Philip J. Jensen, Sarah Suffield, Christopher L. Grant, Casey Spitz, Brady Hanson, Steven Ross, Sam Durbin, Charles Bryan, Sylvia Saltzstein
Nuclear Technology | Volume 208 | Number 3 | March 2022 | Pages 586-601
Technical Note | doi.org/10.1080/00295450.2021.1906086
Articles are hosted by Taylor and Francis Online.
This study presents a method that can be used to gain information relevant to determining the corrosion risk for spent nuclear fuel (SNF) canisters during extended dry storage. Currently, it is known that stainless steel canisters are susceptible to chloride-induced stress corrosion cracking (CISCC). However, the rate of CISCC degradation and the likelihood that it could lead to a through-wall crack is unknown. This study uses well-developed computational fluid dynamics and particle-tracking tools and applies them to SNF storage to determine the rate of deposition on canisters. The deposition rate is determined for a vertical canister system and a horizontal canister system, at various decay heat rates with a uniform particle size distribution, ranging from 0.25 to 25 µm, used as an input. In all cases, most of the dust entering the overpack passed through without depositing. Most of what was retained in the overpack was deposited on overpack surfaces (e.g., inlet and outlet vents); only a small fraction was deposited on the canister itself.
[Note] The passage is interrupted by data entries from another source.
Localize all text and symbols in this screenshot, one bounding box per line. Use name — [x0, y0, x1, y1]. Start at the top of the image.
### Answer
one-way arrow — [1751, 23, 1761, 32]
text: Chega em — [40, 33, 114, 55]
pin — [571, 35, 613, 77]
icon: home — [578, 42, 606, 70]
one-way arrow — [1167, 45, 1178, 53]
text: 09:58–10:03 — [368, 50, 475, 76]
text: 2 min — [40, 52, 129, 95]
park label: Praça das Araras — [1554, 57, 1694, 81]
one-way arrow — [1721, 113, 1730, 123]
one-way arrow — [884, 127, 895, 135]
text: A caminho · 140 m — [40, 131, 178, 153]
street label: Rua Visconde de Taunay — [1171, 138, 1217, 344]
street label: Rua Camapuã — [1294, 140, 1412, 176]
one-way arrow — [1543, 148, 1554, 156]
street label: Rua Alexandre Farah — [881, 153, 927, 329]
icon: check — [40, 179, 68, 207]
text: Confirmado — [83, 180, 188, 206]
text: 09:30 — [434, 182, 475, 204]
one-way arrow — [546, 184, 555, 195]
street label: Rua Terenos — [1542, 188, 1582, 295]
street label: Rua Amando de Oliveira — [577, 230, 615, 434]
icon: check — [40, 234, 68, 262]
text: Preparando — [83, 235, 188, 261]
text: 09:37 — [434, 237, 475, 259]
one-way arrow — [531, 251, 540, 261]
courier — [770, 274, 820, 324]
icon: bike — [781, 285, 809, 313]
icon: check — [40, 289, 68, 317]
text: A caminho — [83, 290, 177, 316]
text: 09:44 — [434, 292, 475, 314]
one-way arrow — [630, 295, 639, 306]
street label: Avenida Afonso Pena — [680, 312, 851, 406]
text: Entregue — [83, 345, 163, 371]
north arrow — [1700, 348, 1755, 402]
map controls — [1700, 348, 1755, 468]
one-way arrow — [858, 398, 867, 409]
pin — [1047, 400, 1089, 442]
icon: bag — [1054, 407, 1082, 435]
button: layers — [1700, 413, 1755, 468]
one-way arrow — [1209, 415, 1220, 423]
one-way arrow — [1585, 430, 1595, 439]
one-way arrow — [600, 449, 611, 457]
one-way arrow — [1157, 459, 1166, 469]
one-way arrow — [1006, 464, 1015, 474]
These results are provided for generalized canister systems with a generalized input; as such, this technical note is intended to demonstrate the technique. This study is a part of an ongoing effort funded by the U.S. Department of Energy, Nuclear Energy Office of Spent Fuel Waste Science and Technology, which is tasked with doing research relevant to developing a sound technical basis for ensuring the safe extended storage and subsequent transport of SNF. This work is being presented to demonstrate a potentially useful technique for SNF canister vendors, utilities, regulators, and stakeholders to utilize and further develop for their own designs and site-specific studies.